Architecture

Colley Associates Architects and Engineers collection

The Colley Associates Architects and Engineers began in 1938 when architect Richard S. Colley established his architectural office in Corpus Christi, TX. Colley was active on projects including the Corpus Christi City Hall, commercial buildings, residential homes, and buildings for Texas Instruments. The firm was renamed The Colley Associates Architects and Engineers following Colley’s death in 1983 by long time collogues, George Graham and Eugene (Gene) H. Glass. The majority of the collection relates to the firm’s work with Texas Instruments.

Donald S. Nelson collection

Donald S. Nelson (1907-1992) spent the majority of his architectural career working in the Texas firm of Broad and Nelson, specializing in institutional and commercial works and planning. Personal papers, office files, professional association material, job files, specifications, books, visual material, artifacts, and drawings document the activities of the architectural firm of Broad and Nelson, and related firms; Flint and Broad; Thomas D. Broad; Thomas, Jameson and Merrill; and Jack Corgan, Architect.

Edward Duke Squibb collection

Duke Squibb is a 1956 graduate of the University of Texas School of Architecture and a Taliesin Fellow.

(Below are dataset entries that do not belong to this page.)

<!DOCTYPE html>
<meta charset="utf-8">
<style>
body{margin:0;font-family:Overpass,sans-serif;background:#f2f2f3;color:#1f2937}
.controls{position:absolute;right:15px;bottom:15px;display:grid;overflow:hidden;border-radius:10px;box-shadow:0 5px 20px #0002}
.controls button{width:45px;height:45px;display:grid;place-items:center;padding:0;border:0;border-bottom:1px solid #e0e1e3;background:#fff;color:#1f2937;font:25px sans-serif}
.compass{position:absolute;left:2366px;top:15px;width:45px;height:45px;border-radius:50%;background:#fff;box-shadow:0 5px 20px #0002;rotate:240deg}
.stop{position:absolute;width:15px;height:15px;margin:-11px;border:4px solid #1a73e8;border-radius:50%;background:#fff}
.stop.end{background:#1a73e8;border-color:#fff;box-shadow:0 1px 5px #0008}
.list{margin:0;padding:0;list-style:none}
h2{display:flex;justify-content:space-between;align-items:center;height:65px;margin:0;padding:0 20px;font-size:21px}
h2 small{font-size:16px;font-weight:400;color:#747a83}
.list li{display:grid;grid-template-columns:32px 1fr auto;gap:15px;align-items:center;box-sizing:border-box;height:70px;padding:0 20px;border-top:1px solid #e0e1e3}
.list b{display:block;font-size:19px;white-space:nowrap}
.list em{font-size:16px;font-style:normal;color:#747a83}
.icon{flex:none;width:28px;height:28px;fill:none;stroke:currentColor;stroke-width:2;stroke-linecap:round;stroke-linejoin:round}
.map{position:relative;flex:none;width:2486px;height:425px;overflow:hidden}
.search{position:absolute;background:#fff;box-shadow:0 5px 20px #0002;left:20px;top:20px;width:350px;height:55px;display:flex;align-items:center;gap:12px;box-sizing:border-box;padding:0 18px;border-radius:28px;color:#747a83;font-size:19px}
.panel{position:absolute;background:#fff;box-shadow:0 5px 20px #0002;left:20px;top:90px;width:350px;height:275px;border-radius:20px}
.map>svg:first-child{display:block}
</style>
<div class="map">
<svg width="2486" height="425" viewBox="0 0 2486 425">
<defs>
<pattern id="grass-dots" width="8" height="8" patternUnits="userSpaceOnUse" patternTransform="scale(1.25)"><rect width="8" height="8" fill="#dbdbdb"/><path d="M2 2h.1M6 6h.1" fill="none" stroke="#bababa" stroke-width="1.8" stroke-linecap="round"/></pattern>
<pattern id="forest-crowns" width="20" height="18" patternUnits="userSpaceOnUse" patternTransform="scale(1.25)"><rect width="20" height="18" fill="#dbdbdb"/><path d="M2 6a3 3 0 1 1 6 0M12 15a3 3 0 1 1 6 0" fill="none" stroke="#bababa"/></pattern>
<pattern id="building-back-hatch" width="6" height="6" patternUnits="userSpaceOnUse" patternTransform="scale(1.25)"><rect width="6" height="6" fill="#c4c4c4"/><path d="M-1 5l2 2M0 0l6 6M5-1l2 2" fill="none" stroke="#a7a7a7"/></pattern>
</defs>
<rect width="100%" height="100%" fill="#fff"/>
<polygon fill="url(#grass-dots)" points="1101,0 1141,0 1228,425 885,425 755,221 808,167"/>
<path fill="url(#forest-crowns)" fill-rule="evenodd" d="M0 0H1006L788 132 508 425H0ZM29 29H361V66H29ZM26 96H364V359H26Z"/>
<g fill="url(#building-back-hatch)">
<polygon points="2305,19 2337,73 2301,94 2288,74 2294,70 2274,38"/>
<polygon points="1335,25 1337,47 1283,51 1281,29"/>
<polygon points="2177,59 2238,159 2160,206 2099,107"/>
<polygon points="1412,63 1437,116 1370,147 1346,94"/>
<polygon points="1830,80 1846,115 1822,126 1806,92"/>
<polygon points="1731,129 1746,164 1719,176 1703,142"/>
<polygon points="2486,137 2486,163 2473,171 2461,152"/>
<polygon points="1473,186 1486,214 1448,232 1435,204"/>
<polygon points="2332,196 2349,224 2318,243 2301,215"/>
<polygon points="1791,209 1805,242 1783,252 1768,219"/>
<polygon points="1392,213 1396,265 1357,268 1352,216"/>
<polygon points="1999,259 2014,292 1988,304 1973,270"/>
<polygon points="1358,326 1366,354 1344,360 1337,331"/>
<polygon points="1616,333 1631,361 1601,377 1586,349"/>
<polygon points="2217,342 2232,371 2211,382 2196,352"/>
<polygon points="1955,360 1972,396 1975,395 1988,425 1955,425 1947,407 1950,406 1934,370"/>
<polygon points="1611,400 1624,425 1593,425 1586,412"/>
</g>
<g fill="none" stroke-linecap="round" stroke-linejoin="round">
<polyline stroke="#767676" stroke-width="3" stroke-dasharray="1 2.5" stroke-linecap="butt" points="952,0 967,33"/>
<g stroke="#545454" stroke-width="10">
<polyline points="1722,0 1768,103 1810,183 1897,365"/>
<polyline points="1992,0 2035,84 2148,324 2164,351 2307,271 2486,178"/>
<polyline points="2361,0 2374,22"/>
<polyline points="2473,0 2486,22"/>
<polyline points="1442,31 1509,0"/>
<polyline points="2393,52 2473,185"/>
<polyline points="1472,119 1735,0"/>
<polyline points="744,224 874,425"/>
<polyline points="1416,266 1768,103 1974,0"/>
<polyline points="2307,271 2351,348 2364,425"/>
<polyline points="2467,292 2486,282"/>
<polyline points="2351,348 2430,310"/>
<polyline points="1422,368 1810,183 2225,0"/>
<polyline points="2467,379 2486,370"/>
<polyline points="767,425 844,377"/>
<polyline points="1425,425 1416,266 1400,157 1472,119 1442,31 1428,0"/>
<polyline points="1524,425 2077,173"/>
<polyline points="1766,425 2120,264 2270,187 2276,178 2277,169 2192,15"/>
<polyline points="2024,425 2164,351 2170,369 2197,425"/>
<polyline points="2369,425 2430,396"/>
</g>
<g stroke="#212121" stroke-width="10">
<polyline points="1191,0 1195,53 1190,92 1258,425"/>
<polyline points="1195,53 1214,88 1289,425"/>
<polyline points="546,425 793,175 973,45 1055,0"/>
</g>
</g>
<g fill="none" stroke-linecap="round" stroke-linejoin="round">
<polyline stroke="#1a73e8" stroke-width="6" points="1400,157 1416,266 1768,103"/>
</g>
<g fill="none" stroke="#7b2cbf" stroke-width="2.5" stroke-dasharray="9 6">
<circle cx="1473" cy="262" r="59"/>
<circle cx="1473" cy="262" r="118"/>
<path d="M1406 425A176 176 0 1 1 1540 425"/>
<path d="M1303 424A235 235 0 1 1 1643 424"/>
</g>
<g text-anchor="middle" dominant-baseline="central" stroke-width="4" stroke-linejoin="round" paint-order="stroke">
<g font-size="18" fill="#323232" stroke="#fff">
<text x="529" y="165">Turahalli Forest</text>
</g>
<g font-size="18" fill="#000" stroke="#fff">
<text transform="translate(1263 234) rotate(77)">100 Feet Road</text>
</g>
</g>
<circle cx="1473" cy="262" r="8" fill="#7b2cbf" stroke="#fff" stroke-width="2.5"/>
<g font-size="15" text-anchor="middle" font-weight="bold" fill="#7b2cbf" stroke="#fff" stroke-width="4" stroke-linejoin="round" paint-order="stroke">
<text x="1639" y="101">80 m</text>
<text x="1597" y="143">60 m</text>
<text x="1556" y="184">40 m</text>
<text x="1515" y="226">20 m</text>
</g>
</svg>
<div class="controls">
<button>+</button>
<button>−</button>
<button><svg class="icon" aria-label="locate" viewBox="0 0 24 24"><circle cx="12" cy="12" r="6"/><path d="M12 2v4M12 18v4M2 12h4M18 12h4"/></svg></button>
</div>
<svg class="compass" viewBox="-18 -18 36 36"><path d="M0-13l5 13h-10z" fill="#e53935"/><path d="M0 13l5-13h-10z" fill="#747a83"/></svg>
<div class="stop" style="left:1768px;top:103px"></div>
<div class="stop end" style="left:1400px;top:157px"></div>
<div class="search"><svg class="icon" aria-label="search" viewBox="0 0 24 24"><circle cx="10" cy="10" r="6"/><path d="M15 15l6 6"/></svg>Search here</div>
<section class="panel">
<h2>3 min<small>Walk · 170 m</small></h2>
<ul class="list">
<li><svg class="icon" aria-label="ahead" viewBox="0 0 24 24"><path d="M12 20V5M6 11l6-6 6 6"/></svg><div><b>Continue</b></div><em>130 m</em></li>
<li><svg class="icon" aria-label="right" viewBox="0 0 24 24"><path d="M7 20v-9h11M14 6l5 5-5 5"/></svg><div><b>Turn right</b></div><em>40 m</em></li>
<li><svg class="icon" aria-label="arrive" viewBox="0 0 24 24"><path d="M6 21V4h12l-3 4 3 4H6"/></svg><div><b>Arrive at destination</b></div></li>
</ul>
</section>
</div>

His collection contains primarily material on Frank Lloyd Wright and Taliesin, including books, bound journals, clippings, correspondence, brochures, postcards, vinyl recordings, photographs and slides. Also included are papers Squibb wrote for a class taught by the British architect and writer Colin Rowe.

Elgin-Butler Brick Company drawings

The Elgin-Butler Brick Company, with central operations at a 1,000-acre site in Butler, five miles east of Elgin, and sales headquarters in Austin, is a fifth-generation family-owned business that ships bricks nationwide and internationally. The collection contains architectural drawings for projects supplied with brick materials from the Elgin-Butler Brick Company between 1959 and 1980.

Francisco Arumí-Noe papers

Francisco Arumí-Noe (1940-2005) was a faculty member in the School of Architecture at The University of Texas at Austin from 1970-2005. In addition to an academic career spanning over three decades at the School of Architecture, he developed the Dynamic Energy Response of Buildings (DEROB) system, computer programs to simulate the passive solar heating and cooling of buildings, as well as other software programs to facilitate the integration of 3D solid graphics modeling with the energy analysis of buildings.

Frank L. Moreland collection

Frank L. Moreland was a pioneer in the professional field of earth-integrated architecture who briefly taught architecture at The University of Texas at Arlington before starting his own firm, Moreland Associates in 1981. The Moreland collection documents Frank Moreland's career as a student, educator, architect, structural investigator, and designer of experimental concrete shells for the next generation of earth-sheltered housing. Records include office files, correspondence, architectural drawings, faculty papers, and photographic as well as digital materials.

Gerlinde Leiding collection

Gerlinde Leiding is a Professor Emeritus at The University of Texas at Austin School of Architecture (UTSOA). Professor Leiding taught at UTSOA from 1969 to 2007 where her research focused on vernacular as well as Japanese architecture. The collection consists of student works collected by Leiding in her studio classes. Records include drawings, publications, and architectural models.

Glenn Cook collection

Glenn Cook, a landscape architect and educator, began his career at the firm Stewart E. King & Associates in San Antonio, taking ownership of the firm in 1978. Cook maintained a part-time consultation practice from 1978 to 2010 during his 32-year tenure at Mississippi State University. The collection primarily documents Cook’s San Antonio area projects. Record types include project files and drawings.

Goldwin Goldsmith collection

Goldwin Goldsmith (1871-1962) was a well-known professor of architecture, taught at the University of Texas School of Architecture (1928-1955) and served as chairman of the department. Born in Paterson, N.J., worked as an office assistant at McKim, Mead & White (1888-1890), studied at Columbia University and the Ecole des Beaux-Arts (1897), practiced in the firm Van Vleck & Goldsmith in New York (1897-1913), and established and taught at the University of Kansas School of Architecture (1913-1928) before coming to the University of Texas.